TASK GOAL:
In the records below, count every line that includes the word "width". Provide the total alone.

EXERCISE DATA:
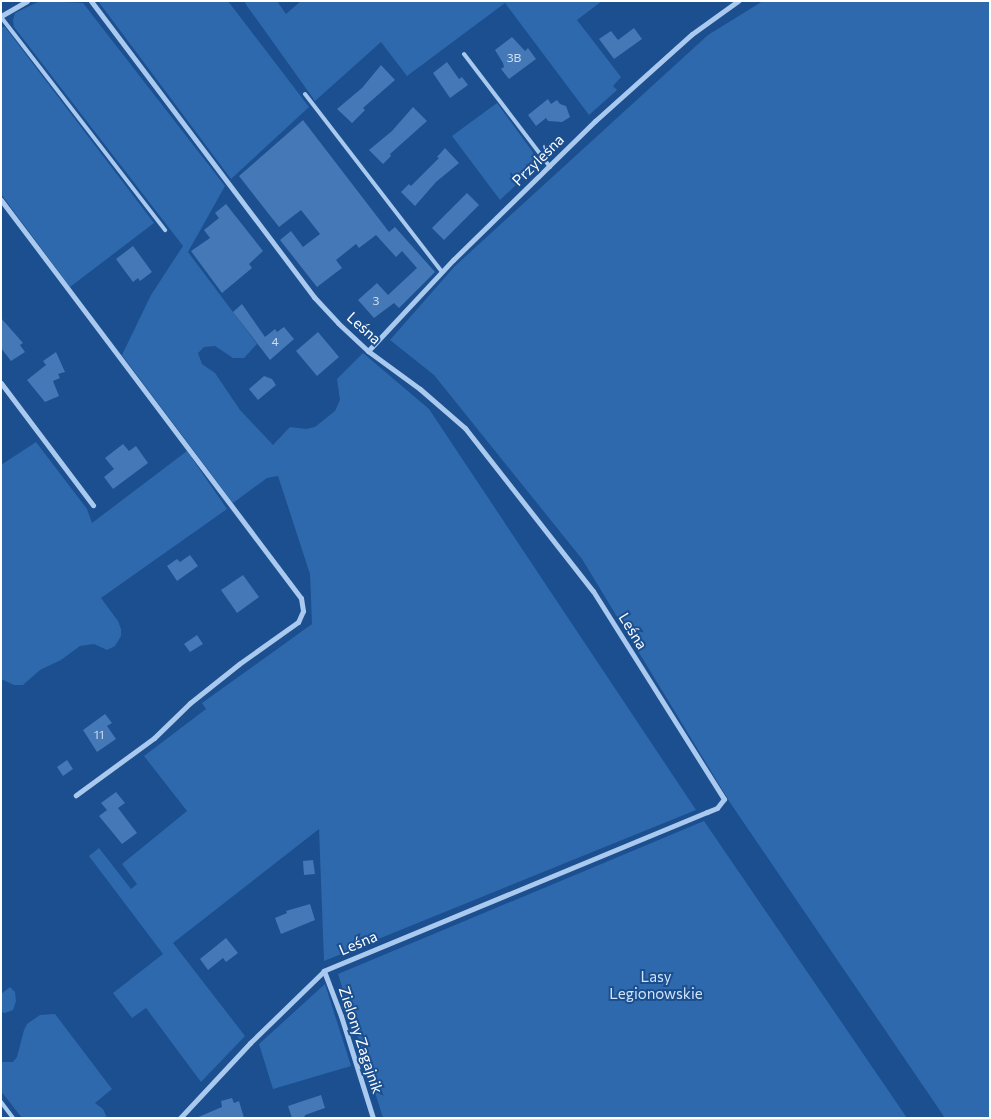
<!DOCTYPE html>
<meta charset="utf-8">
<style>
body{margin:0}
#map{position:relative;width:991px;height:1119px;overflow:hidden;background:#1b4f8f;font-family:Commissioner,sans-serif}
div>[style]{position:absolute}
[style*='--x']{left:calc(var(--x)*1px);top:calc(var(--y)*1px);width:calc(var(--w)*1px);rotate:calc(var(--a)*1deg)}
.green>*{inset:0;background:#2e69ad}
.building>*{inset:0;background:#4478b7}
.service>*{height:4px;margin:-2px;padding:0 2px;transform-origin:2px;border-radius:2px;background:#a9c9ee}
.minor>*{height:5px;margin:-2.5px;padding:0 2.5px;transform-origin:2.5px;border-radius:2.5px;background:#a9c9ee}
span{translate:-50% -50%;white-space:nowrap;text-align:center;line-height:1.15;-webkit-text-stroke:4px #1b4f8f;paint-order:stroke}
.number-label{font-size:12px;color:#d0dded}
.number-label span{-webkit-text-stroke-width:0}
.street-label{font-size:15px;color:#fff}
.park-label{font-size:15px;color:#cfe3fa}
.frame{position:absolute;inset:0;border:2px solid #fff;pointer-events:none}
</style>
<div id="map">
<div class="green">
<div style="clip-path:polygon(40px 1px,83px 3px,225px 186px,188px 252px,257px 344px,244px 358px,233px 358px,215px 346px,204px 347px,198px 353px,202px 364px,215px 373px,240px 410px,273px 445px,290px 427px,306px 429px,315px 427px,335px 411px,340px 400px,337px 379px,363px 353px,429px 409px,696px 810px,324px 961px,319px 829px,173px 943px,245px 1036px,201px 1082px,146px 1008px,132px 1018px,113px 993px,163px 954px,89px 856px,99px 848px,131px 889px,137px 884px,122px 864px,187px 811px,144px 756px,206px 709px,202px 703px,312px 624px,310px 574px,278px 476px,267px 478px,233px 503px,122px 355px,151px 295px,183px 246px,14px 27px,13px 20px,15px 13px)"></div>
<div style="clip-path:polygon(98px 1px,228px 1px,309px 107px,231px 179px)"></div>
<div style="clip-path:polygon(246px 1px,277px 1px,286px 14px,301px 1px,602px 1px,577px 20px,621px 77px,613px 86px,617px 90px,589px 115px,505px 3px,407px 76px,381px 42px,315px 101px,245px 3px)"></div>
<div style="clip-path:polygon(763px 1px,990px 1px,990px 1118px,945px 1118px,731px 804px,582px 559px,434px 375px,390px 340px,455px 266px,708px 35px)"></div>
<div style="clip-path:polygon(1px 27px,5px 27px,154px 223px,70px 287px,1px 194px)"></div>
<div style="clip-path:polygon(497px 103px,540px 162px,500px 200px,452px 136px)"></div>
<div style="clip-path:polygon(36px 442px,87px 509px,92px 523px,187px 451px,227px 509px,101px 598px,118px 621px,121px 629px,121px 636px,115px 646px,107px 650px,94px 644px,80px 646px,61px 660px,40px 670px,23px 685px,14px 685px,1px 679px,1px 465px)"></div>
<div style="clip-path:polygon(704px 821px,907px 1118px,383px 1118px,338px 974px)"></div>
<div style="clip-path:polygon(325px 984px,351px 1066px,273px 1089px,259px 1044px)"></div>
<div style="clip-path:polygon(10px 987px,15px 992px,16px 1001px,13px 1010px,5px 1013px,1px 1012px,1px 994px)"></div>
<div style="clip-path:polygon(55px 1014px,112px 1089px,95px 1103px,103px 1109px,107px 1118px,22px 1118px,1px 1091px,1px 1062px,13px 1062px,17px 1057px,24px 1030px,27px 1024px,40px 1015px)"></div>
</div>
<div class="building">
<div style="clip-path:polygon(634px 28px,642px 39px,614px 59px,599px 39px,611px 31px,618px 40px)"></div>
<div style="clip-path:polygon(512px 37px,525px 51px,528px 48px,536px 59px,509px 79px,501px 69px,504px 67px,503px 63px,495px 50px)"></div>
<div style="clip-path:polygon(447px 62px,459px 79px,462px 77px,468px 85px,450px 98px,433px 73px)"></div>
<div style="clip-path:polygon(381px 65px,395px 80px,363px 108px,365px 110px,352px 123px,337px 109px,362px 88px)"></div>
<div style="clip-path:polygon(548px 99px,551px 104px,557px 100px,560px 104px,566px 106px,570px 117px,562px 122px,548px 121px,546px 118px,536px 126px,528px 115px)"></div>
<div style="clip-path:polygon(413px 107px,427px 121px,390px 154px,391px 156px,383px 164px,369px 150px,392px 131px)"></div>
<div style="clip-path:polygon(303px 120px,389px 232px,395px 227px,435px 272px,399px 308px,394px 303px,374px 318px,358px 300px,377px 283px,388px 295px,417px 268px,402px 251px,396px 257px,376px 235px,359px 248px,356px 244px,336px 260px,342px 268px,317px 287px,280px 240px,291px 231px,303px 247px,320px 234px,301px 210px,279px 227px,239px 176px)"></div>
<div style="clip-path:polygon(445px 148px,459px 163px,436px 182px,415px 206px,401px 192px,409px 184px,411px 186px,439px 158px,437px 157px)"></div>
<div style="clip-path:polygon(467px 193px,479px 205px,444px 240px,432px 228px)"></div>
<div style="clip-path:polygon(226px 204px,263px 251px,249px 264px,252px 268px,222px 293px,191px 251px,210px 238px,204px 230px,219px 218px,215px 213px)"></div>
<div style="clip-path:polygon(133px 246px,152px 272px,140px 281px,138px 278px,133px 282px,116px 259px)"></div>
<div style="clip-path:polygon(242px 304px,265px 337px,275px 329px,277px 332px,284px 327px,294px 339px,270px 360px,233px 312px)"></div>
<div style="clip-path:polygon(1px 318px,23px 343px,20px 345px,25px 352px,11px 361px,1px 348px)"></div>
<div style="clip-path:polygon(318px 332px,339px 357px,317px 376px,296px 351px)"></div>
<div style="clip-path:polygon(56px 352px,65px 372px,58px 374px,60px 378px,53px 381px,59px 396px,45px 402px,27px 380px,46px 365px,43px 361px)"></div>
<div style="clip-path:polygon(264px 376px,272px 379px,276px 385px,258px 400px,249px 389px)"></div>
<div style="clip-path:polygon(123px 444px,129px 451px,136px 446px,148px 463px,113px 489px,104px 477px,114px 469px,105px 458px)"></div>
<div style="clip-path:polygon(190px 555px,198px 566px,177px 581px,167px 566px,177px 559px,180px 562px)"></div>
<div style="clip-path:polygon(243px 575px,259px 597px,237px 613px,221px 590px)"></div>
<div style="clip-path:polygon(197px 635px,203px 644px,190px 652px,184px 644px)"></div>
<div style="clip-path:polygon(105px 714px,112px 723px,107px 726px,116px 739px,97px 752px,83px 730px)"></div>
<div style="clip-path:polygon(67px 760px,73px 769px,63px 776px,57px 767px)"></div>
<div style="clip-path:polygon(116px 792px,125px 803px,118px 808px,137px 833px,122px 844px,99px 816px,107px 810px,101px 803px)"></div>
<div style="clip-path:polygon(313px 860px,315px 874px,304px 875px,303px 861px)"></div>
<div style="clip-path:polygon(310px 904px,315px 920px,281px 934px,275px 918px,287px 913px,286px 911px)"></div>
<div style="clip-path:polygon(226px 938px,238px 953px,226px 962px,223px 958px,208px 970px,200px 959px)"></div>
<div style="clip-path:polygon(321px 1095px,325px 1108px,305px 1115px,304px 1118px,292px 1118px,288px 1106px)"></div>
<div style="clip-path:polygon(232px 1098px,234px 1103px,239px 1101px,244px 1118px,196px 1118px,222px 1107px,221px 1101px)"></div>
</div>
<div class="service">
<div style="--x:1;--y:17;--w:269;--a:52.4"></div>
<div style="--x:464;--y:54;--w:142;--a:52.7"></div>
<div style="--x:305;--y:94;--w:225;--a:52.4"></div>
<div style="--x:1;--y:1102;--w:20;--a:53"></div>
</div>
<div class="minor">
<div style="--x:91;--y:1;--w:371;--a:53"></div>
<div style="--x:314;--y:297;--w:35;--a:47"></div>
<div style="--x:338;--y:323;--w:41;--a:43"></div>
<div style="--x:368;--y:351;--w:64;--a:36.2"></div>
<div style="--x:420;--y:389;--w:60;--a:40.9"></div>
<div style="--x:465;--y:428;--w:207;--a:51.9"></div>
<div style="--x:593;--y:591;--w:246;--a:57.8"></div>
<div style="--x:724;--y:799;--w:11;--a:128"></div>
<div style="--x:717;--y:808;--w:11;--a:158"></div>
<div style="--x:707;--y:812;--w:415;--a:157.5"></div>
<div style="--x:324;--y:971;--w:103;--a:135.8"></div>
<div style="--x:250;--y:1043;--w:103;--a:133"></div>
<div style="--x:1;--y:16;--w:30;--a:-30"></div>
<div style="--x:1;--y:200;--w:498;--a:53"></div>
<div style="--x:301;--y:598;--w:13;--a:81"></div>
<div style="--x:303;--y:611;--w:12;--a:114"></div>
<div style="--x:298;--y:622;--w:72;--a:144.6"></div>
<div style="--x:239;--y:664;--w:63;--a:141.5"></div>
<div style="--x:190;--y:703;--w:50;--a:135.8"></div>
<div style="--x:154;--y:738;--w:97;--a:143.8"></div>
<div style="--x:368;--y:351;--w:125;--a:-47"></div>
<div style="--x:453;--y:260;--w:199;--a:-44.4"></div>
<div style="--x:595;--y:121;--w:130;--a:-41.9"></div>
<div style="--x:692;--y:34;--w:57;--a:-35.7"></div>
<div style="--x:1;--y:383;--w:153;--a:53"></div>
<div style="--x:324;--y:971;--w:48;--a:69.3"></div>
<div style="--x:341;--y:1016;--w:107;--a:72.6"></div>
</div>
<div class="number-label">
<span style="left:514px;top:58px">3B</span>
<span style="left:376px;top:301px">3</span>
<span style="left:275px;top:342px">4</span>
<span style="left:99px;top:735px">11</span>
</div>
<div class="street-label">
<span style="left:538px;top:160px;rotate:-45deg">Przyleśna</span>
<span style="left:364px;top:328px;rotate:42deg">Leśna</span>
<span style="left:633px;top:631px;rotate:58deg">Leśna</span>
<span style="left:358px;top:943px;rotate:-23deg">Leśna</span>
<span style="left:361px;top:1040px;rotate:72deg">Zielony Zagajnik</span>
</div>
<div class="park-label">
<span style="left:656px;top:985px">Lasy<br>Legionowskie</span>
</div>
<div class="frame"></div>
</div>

ANSWER AREA:
3